PROBLEM: Give back exactly the lines from the one containing "4h4l2 5-3 2q2" through the end of the records, including both, and no others.

INFORMATION SHOWN:
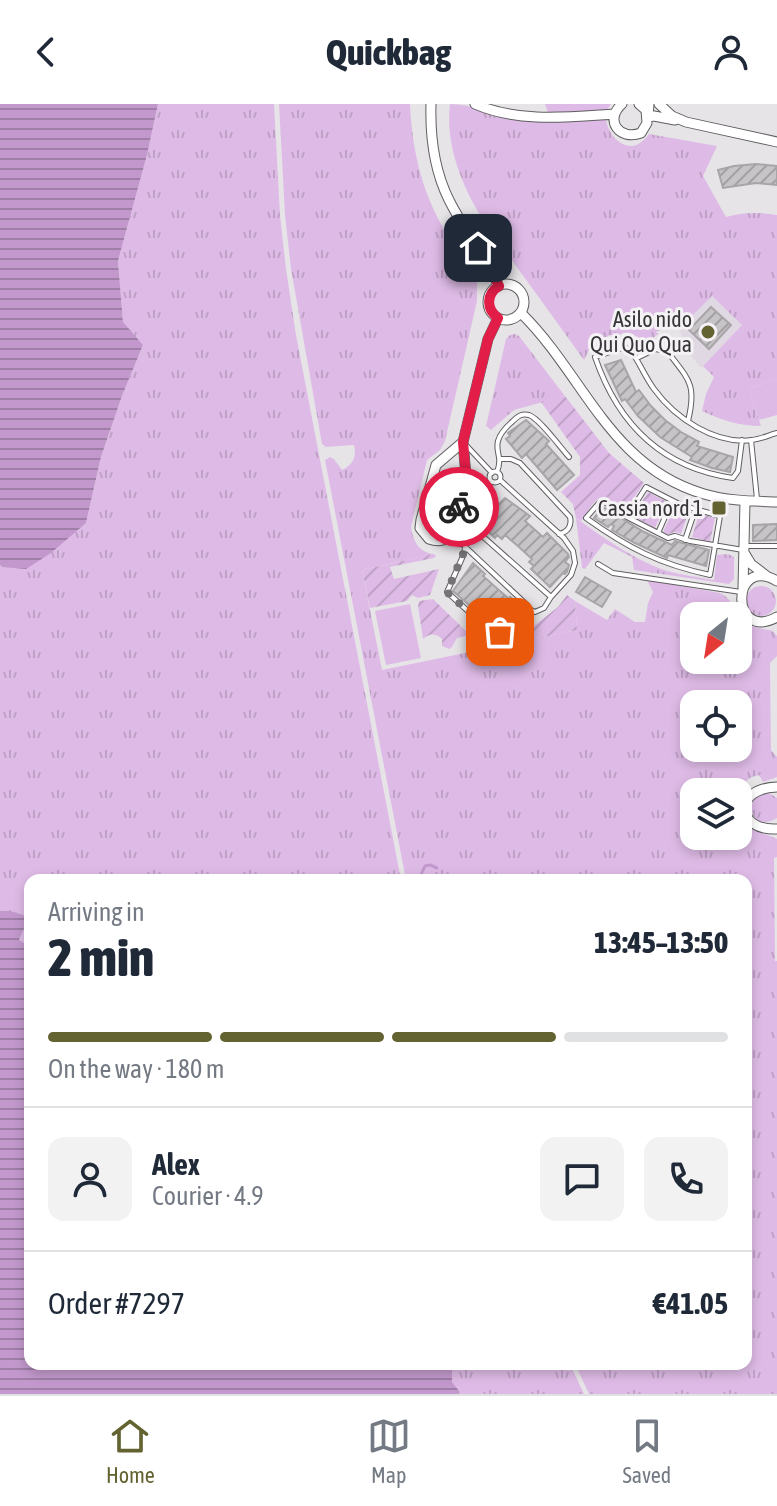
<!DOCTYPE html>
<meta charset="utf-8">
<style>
body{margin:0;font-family:"Asap Condensed",sans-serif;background:#f2f2f3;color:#1f2937;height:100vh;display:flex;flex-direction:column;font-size:30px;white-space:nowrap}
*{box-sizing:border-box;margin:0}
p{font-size:26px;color:#747a83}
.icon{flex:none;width:44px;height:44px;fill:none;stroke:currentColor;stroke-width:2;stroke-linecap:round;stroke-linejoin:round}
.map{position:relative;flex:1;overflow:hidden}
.sheet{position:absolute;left:24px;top:770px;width:728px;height:496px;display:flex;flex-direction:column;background:#fff;border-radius:16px;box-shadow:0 4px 12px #0003}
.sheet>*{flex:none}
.needle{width:52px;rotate:210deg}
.controls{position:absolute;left:680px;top:498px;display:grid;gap:16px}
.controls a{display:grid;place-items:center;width:72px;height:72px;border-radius:16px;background:#fff;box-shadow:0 4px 12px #0003;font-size:40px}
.pin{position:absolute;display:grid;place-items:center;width:68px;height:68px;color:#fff;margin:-34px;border-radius:16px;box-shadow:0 4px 12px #0006}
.courier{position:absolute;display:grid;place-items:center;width:80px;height:80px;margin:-40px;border:6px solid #e11d48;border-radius:50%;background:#fff;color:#222;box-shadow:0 2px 10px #0007}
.head em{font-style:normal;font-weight:800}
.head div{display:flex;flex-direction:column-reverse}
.head{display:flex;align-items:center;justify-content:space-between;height:136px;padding:0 24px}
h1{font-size:52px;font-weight:800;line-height:60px}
.bar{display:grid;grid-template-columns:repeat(4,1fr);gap:12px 8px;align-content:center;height:96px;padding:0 24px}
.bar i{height:10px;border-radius:6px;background:#e0e1e3}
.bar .active{background:#626330}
.bar p{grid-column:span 4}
.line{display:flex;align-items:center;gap:20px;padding:0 24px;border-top:2px solid #e0e1e3}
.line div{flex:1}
.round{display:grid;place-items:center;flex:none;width:84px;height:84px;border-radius:16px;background:#f2f2f3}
header{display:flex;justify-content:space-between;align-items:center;height:104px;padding:0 24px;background:#fff;font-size:36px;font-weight:800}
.tabs{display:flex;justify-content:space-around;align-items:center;height:112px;border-top:2px solid #e0e1e3;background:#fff;font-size:22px;color:#747a83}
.tabs a{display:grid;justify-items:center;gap:4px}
.tabs .active{color:#626330}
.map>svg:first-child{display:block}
</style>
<header><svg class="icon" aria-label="back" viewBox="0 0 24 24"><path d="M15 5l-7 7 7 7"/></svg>Quickbag<svg class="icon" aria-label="person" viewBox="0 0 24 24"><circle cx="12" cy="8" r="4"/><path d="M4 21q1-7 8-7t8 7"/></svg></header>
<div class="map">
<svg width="777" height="1290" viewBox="0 0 777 1290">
<defs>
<pattern id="grass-tufts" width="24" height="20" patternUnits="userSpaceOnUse" patternTransform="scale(2)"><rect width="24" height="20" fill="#debbe6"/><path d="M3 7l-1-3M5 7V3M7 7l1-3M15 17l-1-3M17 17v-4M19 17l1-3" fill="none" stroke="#bfa1c6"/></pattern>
<pattern id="garden-furrows" width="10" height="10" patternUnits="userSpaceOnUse" patternTransform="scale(2)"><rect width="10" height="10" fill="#debbe6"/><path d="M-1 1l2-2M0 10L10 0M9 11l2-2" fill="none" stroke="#bfa1c6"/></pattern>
<pattern id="water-rules" width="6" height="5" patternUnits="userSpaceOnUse" patternTransform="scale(2)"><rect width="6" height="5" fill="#c399cd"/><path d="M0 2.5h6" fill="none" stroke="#9f7ea7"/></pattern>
<pattern id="building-hatch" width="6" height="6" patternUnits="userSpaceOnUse" patternTransform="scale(2)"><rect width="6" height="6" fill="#c7c4c7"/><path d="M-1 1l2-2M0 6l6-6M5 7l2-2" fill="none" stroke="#a2a0a2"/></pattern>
</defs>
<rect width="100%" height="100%" fill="#e7e4e8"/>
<path fill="#e0d8e2" d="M712 192 742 221 701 264 690 250 679 225Z"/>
<path fill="url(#grass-tufts)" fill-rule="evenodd" d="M158 0H274L280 111 286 165 296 231 401 776H30V843L19 837 28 813 11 807H0V461L2 463 86 419 101 353 122 292 143 241 123 219 118 157 147 51Z
M279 0H410C412 44 421 86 444 125 453 141 465 155 475 171L477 179V197L445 337 440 346 427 356 411 423C413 438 419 448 433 450L362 466 382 566 577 526 575 497 607 516 615 505 635 518H645L648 499 653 488 647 476 720 489C736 497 733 510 747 520 755 525 764 524 773 527L777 532V552L770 559 771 646 777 653V673L763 678 759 671C748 673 743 679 737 688H694V732H738V701L740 702C741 729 759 726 777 735V753L774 754 775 857H777V1290H589L575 1260H746V776H406L325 356 330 353 334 355 342 366C353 361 357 352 354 341L326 343 322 340 291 165 285 111ZM694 512H738V556H694ZM694 600H738V644H694Z
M450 0C473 0 494 12 517 16 545 20 577 15 606 14 607 27 617 42 632 42 640 41 645 35 649 30L717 42 703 72 726 113C743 108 759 108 777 111V275L749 285 761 322C740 322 721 316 702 307L706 290 714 273 703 262 742 221 712 192 679 225 670 220 656 228 658 230 646 239C637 233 628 223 618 232L610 231 602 235 597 230 584 256 483 116C462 82 445 41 450 0Z
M545 0H611L607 6 548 9Z
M515 230 519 232 565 292 514 306 491 326 486 322 506 235 510 231Z
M576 414C604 434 631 454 664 466 680 471 698 473 714 476L717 451 728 450 734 453V475L729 480 634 466 632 453 604 439 585 465 582 464Z
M746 497a15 15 0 1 1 30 0a15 15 0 1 1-30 0Z
M762 689H769L777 694V714C756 728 740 702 762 689Z
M452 1260H570L584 1290H459L460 1288 452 1278Z"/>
<path fill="#debbe6" d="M777 275V311L759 316 749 285Z
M410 500 421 554 386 561 375 507Z"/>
<path fill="url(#garden-furrows)" d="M565 292 609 349 644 379 625 407C597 385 600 391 581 417L576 414 573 400 561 388 580 371V353L541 298Z
M648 388 667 398 655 424 633 412Z
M675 402 689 407 681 430 675 428 668 430 663 428Z
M699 410 715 414 710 438 692 433Z
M433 450 436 451 434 454 390 463 394 475 439 465 430 491 418 494 412 491 407 497 370 504 362 466Z
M567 491 575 497 577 526 487 545 489 536 500 539 535 521 558 503Z
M433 495 470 531 457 534 452 543 449 545 442 542V535C436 529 429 529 423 535L418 502 419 497Z"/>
<path fill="url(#water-rules)" d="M0 0H158L147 51 118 157 123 218 143 241 122 292 101 353 86 419 51 449 26 465 2 463 0 461Z
M0 807H11L29 813 19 836 30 843V1260H452V1278L460 1288 459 1290H0Z"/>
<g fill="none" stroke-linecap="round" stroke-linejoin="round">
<path stroke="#c399cd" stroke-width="3" d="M409 776 420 773 425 762 430 761 437 764"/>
</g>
<path fill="url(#building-hatch)" stroke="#a8a5a8" stroke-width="2" d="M756 60 777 62V81L756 79 723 84 718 66 734 62Z
M711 203 731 221 709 245 689 226Z
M621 256 636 288 639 286 651 302 665 316 681 328 699 338 697 342 733 353 730 368 712 364 690 356 692 353 660 333 638 312 625 295 622 297 605 261Z
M526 316 549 337 546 340 574 371 557 386 526 350 522 354 506 335 510 332 508 329Z
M505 394 530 412 525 417 543 433 547 429 568 450 569 453 565 458 569 461 567 468 565 470 563 469 550 483 531 465 534 462 529 458 532 455 519 443 505 431 502 435 497 431 495 434 478 418 480 411 494 395 499 400Z
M603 403 644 428 672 441 675 437 709 446 706 462 668 451 667 454 633 438 612 426 614 422 611 420 608 423 594 414Z
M777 420V436L753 437V421Z
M473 459 485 470 483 472 509 495 510 493 521 503 511 514 508 511 496 524 453 487Z
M585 473 611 488 602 503 576 488Z"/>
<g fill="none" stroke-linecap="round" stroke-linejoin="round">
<defs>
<path id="lane" d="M637 254 655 245 667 247C689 276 697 280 688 317
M742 336 738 367 733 374C662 364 618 320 595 253L625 243 631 247C640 259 645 273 654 285 675 314 715 341 752 336 761 335 769 331 777 329
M751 336 757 395
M465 340 492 369
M501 355H511L520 359 570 413C572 422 568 428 559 430
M489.5 373a5.5 5.5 0 1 1 11 0a5.5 5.5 0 1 1-11 0Z
M497 368C503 352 495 349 498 337 500 329 506 323 513 317 518 312 522 309 529 311 540 315 560 343 569 353
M491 377 479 395 463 452 447 488 492 529 497 530 531 506 535 508 544 504 551 493
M627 413 646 383 681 401 720 412 710 471C659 460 628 444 586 414L599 399 603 397 627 413 668 434 675 432 690 437 743 446
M470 421 551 493 571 471 575 459 573 447 564 434 500 376
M658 429 672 397
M450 432 460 438 527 501 531 506
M685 436 695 406
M747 442H777
M598 460 613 469 741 488"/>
<path id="street" d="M431 0C430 34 434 66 449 96 464 126 485 152 499 182
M475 0C519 19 568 13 614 10
M622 0C604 16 619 37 641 29L647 19 646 6 639 0
M649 0 648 13 654 12 675 16
M659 0 672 12 686 18 777 38
M488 198a18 18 0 1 1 36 0a18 18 0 1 1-36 0Z
M521 209C585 272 609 362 704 390 728 397 752 397 777 398
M463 338 436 361 421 416 420 424 429 435C438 438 446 438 452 429L466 372 463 338 488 235 498 214
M745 450 751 460 768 473
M777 477C730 450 730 539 777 513
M743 484 745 397
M777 683C733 684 735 727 777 725"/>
</defs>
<use href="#lane" stroke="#605e61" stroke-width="6"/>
<use href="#street" stroke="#605e61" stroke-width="11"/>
<use href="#lane" stroke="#fff" stroke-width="4"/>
<use href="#street" stroke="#fff" stroke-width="9"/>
</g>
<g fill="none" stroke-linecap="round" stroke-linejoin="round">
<path stroke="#757375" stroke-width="8" stroke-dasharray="0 14.4" d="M459 403 450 432 466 443 447 488 492 529 500 528"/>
<path stroke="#e11d48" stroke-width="10" d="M459 403 466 372 463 338 488 235 498 214C486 205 486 190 499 182L489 161 478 144"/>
</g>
<g fill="#626330" stroke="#f5f2f5" stroke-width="3">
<circle cx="708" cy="228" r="8"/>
<rect x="711" y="396" width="16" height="16" rx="4"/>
</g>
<g text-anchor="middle" stroke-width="6" stroke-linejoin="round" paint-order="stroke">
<g font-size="22" fill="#373637" stroke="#f5f2f5" text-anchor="end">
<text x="692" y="223">Asilo nido<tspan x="692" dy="25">Qui Quo Qua</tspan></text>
<text x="703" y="412">Cassia nord 1</text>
</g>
</g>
</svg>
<div class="controls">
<a><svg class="needle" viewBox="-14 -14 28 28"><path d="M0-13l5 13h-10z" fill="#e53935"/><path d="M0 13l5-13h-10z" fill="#747a83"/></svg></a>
<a><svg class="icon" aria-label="locate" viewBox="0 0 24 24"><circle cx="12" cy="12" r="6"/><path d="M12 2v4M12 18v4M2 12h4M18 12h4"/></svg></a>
<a><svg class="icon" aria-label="layers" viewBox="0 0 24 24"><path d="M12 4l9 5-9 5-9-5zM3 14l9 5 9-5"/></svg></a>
</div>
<div class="pin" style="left:500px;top:528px;background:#ea580c"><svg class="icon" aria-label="bag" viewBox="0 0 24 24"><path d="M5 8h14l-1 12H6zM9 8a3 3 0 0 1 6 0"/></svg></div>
<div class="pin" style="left:478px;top:144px;background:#1f2937"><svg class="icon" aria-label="home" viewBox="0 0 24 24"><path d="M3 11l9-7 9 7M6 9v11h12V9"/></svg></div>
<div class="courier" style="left:459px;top:403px"><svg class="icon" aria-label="bike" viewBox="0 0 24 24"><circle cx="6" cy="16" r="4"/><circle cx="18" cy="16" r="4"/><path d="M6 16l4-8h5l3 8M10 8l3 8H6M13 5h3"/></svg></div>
<section class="sheet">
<div class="head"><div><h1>2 min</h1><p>Arriving in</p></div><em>13:45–13:50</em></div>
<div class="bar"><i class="active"></i><i class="active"></i><i class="active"></i><i></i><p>On the way · 180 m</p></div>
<div class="line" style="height:144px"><a class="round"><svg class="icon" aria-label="person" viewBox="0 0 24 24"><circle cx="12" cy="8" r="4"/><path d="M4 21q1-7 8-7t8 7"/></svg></a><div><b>Alex</b><p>Courier · 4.9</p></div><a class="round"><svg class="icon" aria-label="chat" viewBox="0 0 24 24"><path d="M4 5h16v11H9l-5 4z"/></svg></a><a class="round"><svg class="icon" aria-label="phone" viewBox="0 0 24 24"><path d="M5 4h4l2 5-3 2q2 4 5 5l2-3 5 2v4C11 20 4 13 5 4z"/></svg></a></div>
<div class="line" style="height:104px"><div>Order #7297</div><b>€41.05</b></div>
</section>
</div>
<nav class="tabs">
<a class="active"><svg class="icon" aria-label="home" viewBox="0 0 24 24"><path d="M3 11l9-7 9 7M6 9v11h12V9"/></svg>Home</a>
<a><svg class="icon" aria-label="map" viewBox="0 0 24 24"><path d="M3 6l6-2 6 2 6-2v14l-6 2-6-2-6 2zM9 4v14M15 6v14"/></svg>Map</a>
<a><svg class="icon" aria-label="saved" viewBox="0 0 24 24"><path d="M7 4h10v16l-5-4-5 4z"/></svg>Saved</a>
</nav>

WORKED SOLUTION:
<div class="line" style="height:144px"><a class="round"><svg class="icon" aria-label="person" viewBox="0 0 24 24"><circle cx="12" cy="8" r="4"/><path d="M4 21q1-7 8-7t8 7"/></svg></a><div><b>Alex</b><p>Courier · 4.9</p></div><a class="round"><svg class="icon" aria-label="chat" viewBox="0 0 24 24"><path d="M4 5h16v11H9l-5 4z"/></svg></a><a class="round"><svg class="icon" aria-label="phone" viewBox="0 0 24 24"><path d="M5 4h4l2 5-3 2q2 4 5 5l2-3 5 2v4C11 20 4 13 5 4z"/></svg></a></div>
<div class="line" style="height:104px"><div>Order #7297</div><b>€41.05</b></div>
</section>
</div>
<nav class="tabs">
<a class="active"><svg class="icon" aria-label="home" viewBox="0 0 24 24"><path d="M3 11l9-7 9 7M6 9v11h12V9"/></svg>Home</a>
<a><svg class="icon" aria-label="map" viewBox="0 0 24 24"><path d="M3 6l6-2 6 2 6-2v14l-6 2-6-2-6 2zM9 4v14M15 6v14"/></svg>Map</a>
<a><svg class="icon" aria-label="saved" viewBox="0 0 24 24"><path d="M7 4h10v16l-5-4-5 4z"/></svg>Saved</a>
</nav>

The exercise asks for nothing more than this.